E' importante, inoltre, pensare a dove localizzare il neonato, allora nella cameretta se vanno fatti spostamenti è più appropriato iniziare durante l'attesa. Questo può ridurre eventuali sentimenti di gelosia.

Il momento del distacco: la mamma e il neonato sono all'ospedale
Quando si avvicina il periodo previsto della nascita sarebbe meglio dscrivere al bambino che la mamma deve andare per qualche giorno in ospedale e che lui potrà raggiungerli quando vuole e telefonare se ne sente il bisogno.
In quei giorni poi il papà si impegnerà per stargli vicino, per portarlo al parco e da un amichetto.

Quando c'è l'incontro con il neonato, non facciamo mancare le coccole e l'attenzione al figlio grande, mostrandogli ad esempio che il piccolo deve essere allattato al seno proprio come era capitato a lui appena nato.

Il rientro a casa
Il nostro primogenito appena entriamo in casa con il fratellino  o la sorellina, vuole stare con noi. Facciamogli trovare un regalino che la mamma ha pensato per lui e chiediamo aiuto a chi ci fa visita di coinvolgerlo e di non puntare troppo l'accento sul nuovo arrivato.
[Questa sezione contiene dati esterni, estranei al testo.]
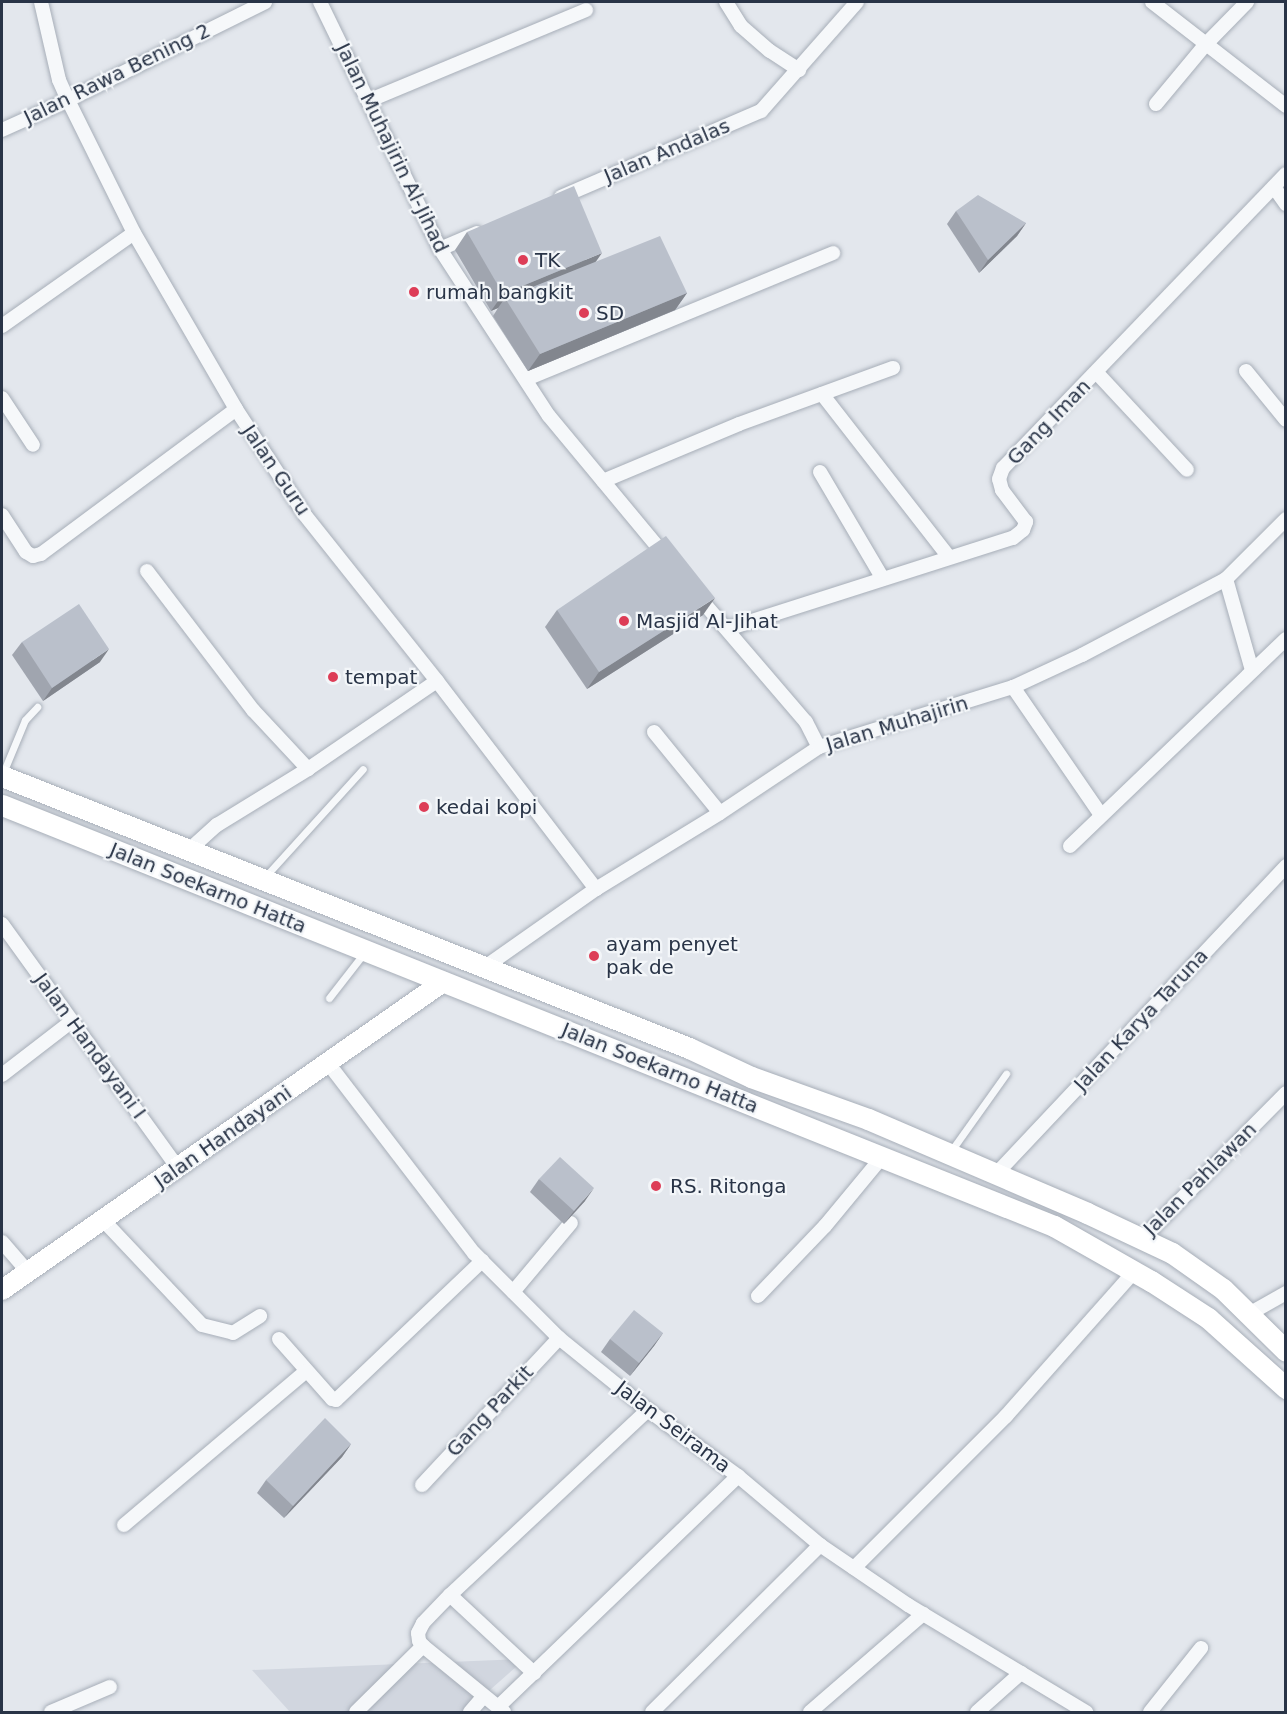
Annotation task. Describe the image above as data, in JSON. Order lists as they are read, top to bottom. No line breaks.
{"streets":{"main road":["Jalan Soekarno Hatta"],"street":["Jalan Rawa Bening 2","Jalan Muhajirin Al-Jihad","Jalan Andalas","Gang Iman","Jalan Guru","Jalan Muhajirin","Jalan Karya Taruna","Jalan Handayani I","Jalan Handayani","Jalan Pahlawan","Gang Parkit","Jalan Seirama"]},"crossings":[["Jalan Rawa Bening 2","Jalan Guru"],["Jalan Muhajirin Al-Jihad","Gang Iman"],["Jalan Muhajirin Al-Jihad","Jalan Muhajirin"],["Jalan Guru","Jalan Muhajirin"],["Jalan Muhajirin","Jalan Soekarno Hatta"],["Jalan Soekarno Hatta","Jalan Karya Taruna"],["Jalan Soekarno Hatta","Jalan Handayani"],["Jalan Soekarno Hatta","Jalan Pahlawan"],["Jalan Handayani I","Jalan Handayani"],["Jalan Handayani","Jalan Seirama"],["Gang Parkit","Jalan Seirama"]],"places":["TK","rumah bangkit","SD","Masjid Al-Jihat","tempat","kedai kopi","ayam penyet pak de","RS. Ritonga"]}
Si può pensare di fargli scartare i regalini del neonato (spesso gli amici portano qualcosa anche per il grande, ma si possono anche incartare piccole cose da offrirgli nel caso non non lo abbiano fatto), di accogliere gli amici con un disegno, con un dolce speciale che a lui piace. Si sentirà messo in mezzo nei festeggiamenti.
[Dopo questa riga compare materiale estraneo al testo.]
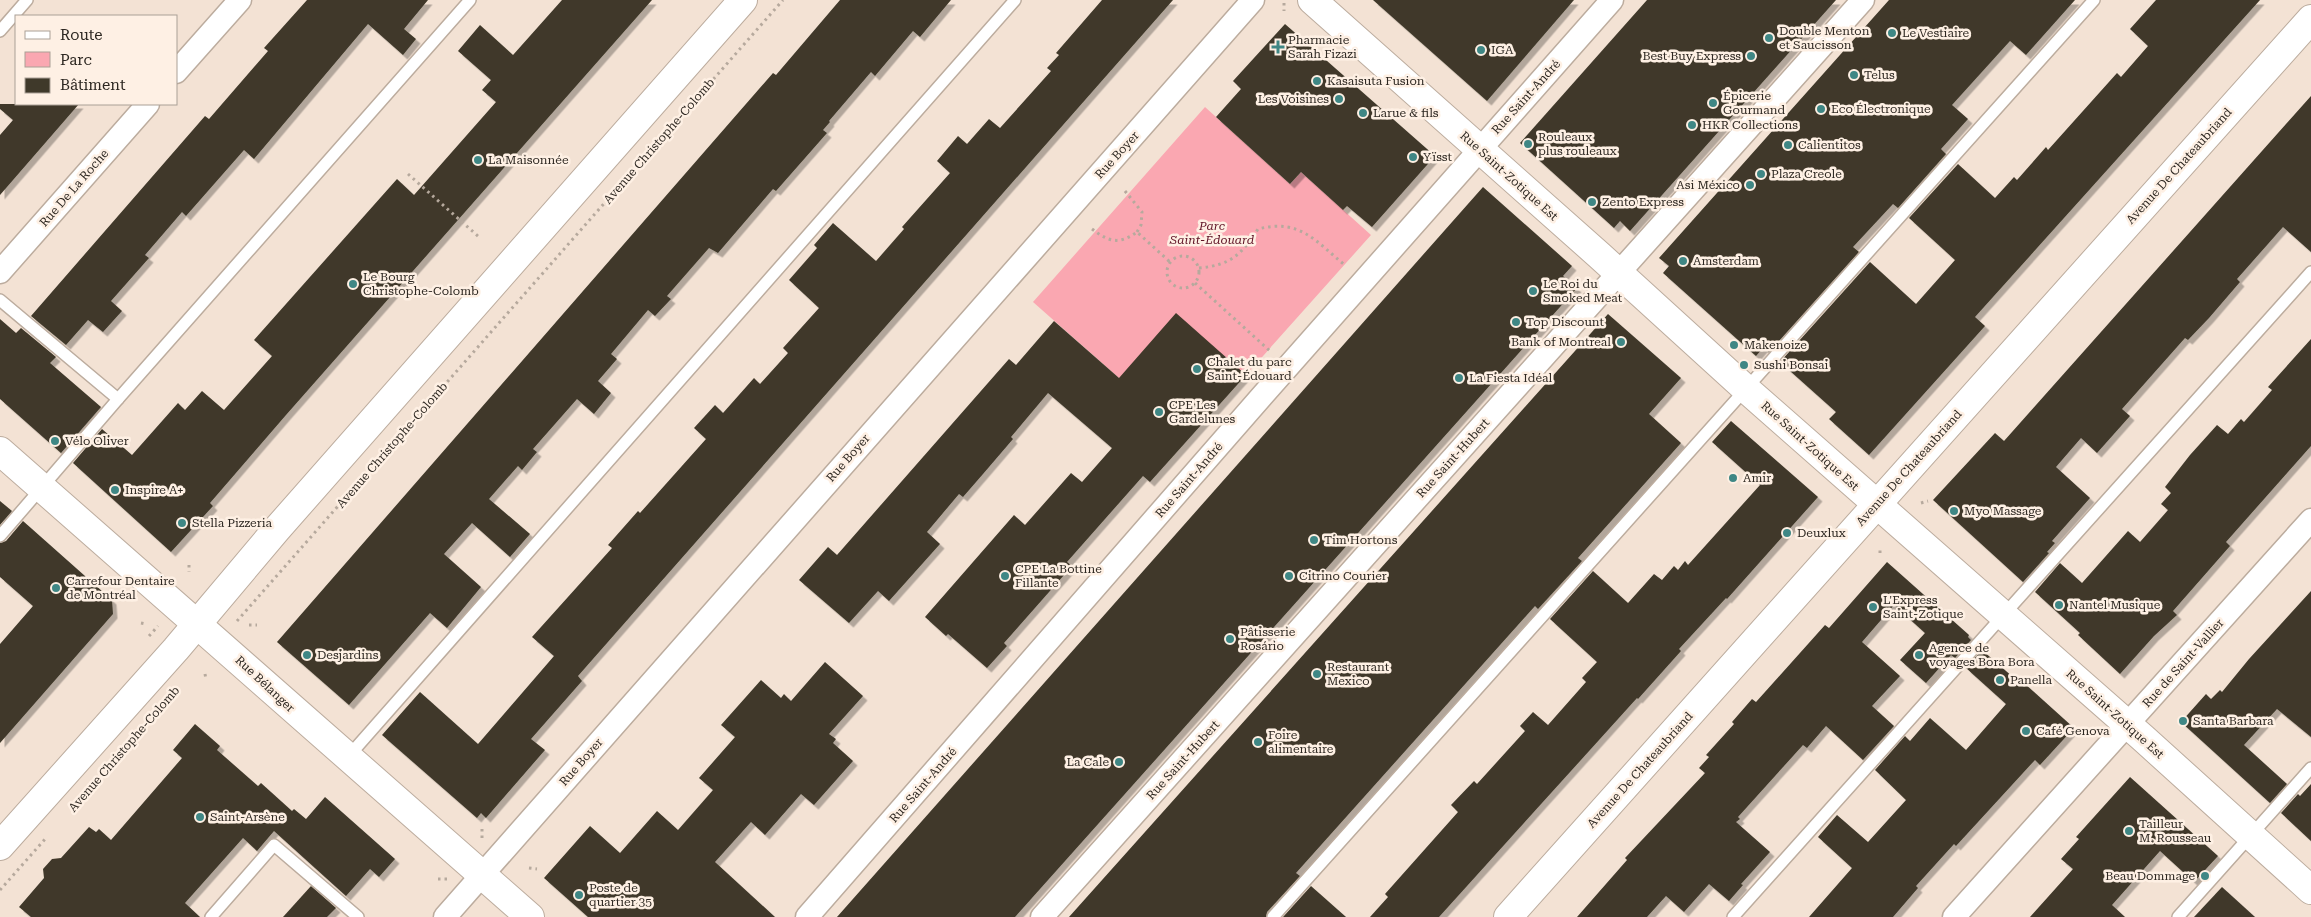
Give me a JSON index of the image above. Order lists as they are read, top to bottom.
{
  "streets": {
    "street": [
      "Rue Saint-André",
      "Rue Boyer",
      "Avenue De Chateaubriand",
      "Rue Saint-Zotique Est",
      "Rue De La Roche",
      "Rue Saint-Hubert",
      "Rue de Saint-Vallier",
      "Rue Bélanger"
    ],
    "path": ["Avenue Christophe-Colomb"]
  },
  "crossings": [
    ["Rue Saint-André", "Rue Saint-Zotique Est"],
    ["Avenue Christophe-Colomb", "Rue Bélanger"],
    ["Rue Boyer", "Rue Bélanger"],
    ["Avenue De Chateaubriand", "Rue Saint-Zotique Est"],
    ["Rue Saint-Zotique Est", "Rue Saint-Hubert"],
    ["Rue Saint-Zotique Est", "Rue de Saint-Vallier"]
  ],
  "parks": ["Parc Saint-Édouard"],
  "places": {
    "other": [
      "Le Vestiaire",
      "Double Menton et Saucisson",
      "IGA",
      "Best Buy Express",
      "Telus",
      "Kasaisuta Fusion",
      "Les Voisines",
      "Épicerie Gourmand",
      "Eco Électronique",
      "Larue & fils",
      "HKR Collections",
      "Rouleaux plus rouleaux",
      "Calientitos",
      "Yïsst",
      "La Maisonnée",
      "Plaza Creole",
      "Asi México",
      "Zento Express",
      "Amsterdam",
      "Le Bourg Christophe-Colomb",
      "Le Roi du Smoked Meat",
      "Top Discount",
      "Bank of Montreal",
      "Makenoize",
      "Sushi Bonsai",
      "Chalet du parc Saint-Édouard",
      "La Fiesta Idéal",
      "CPE Les Gardelunes",
      "Vélo Oliver",
      "Amir",
      "Inspire A+",
      "Myo Massage",
      "Stella Pizzeria",
      "Deuxlux",
      "Tim Hortons",
      "CPE La Bottine Fillante",
      "Citrino Courier",
      "Carrefour Dentaire de Montréal",
      "Nantel Musique",
      "L'Express Saint-Zotique",
      "Pâtisserie Rosário",
      "Desjardins",
      "Agence de voyages Bora Bora",
      "Restaurant Mexico",
      "Panella",
      "Santa Barbara",
      "Café Genova",
      "Foire alimentaire",
      "La Cale",
      "Saint-Arsène",
      "Tailleur M. Rousseau",
      "Beau Dommage",
      "Poste de quartier 35"
    ],
    "health": ["Pharmacie Sarah Fizazi"]
  },
  "legend": ["Route", "Parc", "Bâtiment"]
}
Ricordo che per me non è stato facile seguire sia il neonato che il figlio grande Daniele di due anni (in realtà piccolo anche lui) e con pazienza ho cercato di fargli sentire che c'ero: mentre allattavo il piccolo gli leggevo una favola; mi facevo aiutare per cambiarlo, per prendere un pannolino pulito o un vestitino asciutto e lo coccolavo prima di addormentarsi, pur avendo l'altro in braccio. Una gran fatica, ma sono tutti momenti in cui l'arma vincente è stata sempre le tenerezza e la vicinanza emotiva che c'è tra un genitore e un figlio. Certo non mi sono riposata molto e mi sono dovuta rimboccare le maniche, facendomi aiutare sia da mia madre che da mio marito per gli altri impegni casalinghi.
Ci sono stati momenti di sconforto, ma anche quelli si  superano se ci si concrentra su quello che i figli ci danno: tanto, tanto amore.
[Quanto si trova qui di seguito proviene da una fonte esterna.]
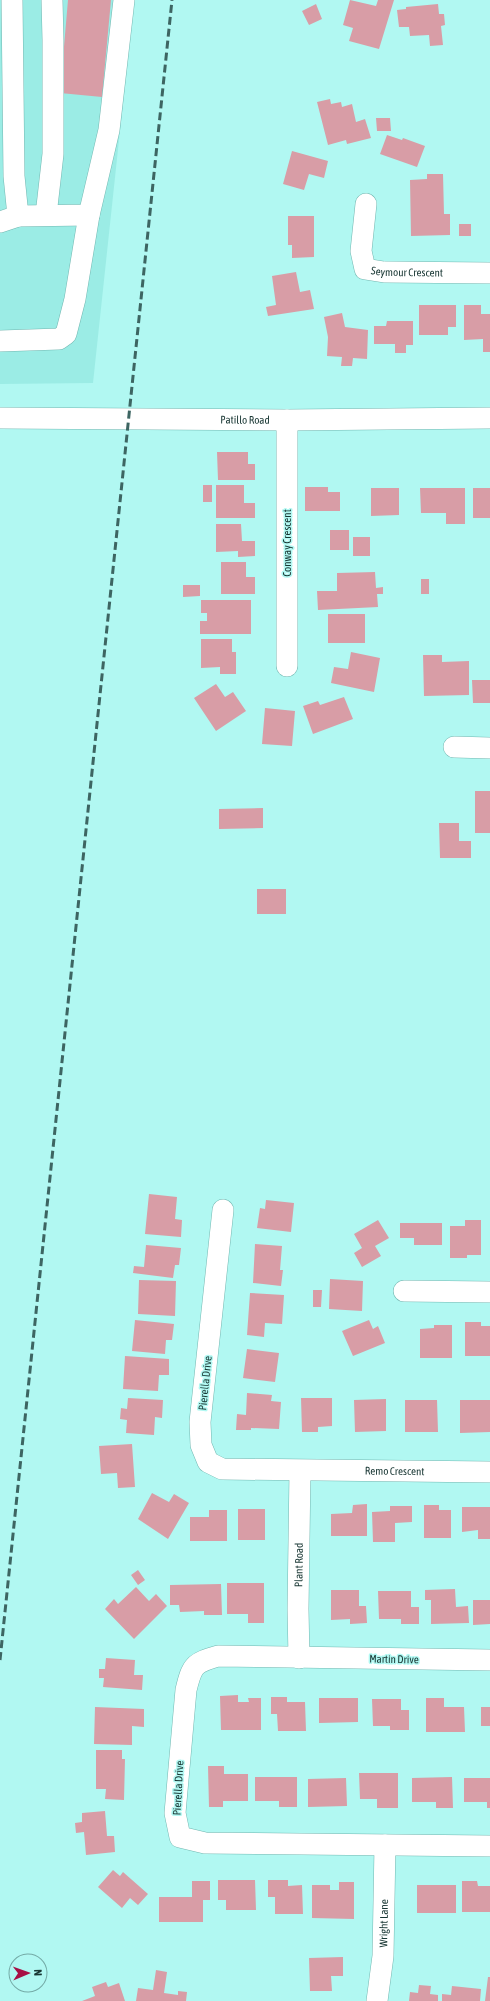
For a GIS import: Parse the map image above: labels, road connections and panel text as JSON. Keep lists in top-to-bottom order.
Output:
{
  "streets": {
    "street": [
      "Seymour Crescent",
      "Patillo Road",
      "Conway Crescent",
      "Pierella Drive",
      "Remo Crescent",
      "Plant Road",
      "Martin Drive",
      "Wright Lane"
    ]
  },
  "crossings": [
    ["Patillo Road", "Conway Crescent"],
    ["Pierella Drive", "Remo Crescent"],
    ["Pierella Drive", "Plant Road"],
    ["Pierella Drive", "Martin Drive"],
    ["Pierella Drive", "Wright Lane"],
    ["Remo Crescent", "Plant Road"],
    ["Plant Road", "Martin Drive"]
  ],
  "north": "right"
}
Se la gelosia porta allo scontro
Davanti ad atti eccesivamente aggessivi  del figlio grande verso il piccolo certo dobbiamo intervenire, ma non usiamo troppa rigidità: è meglio non farli sentire cattivi. E' più opportuno puntare l'accento sul fatto che si tratta di comportamenti non giusti che rendono tutti infelici. 
Altrimenti il bimbo può essere arrabbiato con noi e isolarsi. Per farlo sfogare, usiamo bambole, orsetti e facciamo in modo che vi indirizi o un comportamento dolce o attacchi, entrambi espressione di quello che sta vivendo: il bisogno di riconquistare un affetto, eliminando la competizione con chi gli sembra un ostacolo al suo rapporto esclusivo con i genitori. Per liberarsi di questo timore, promettetegli che passerete del tempo solo con lui e che appena il fratellino riposa potrete giocare senza interruzioni.
Ricordargli, inoltre, che il fratellino ha bisogno di coccole e cura e che diventerà grande e potrà giocare con lui, molto spesso fa vivere positivamente quello che all'inizio può sembrargli faticoso da accettare.
Gratificatelo se ha comportamenti da grande come mangiare da solo, o vestirsi o parlare bene. Rispetto alle possibili regressioni, invece cercate solo di capire e stare vicino.
Passerà anche questo difficile passaggio e sarà bello vedere che i fratelli impareranno a volersi ben; forse litigheranno, ma si cercheranno e avranno voglia di fare tante cose insieme.
Ricordiamoci  infatti che l’amore e la paura di perderlo sono prerequisiti fondamentali alla gelosia. Quando il bambino manifesta gelosia significa che ha acquisito un’importante capacità: ha imparato ad amare.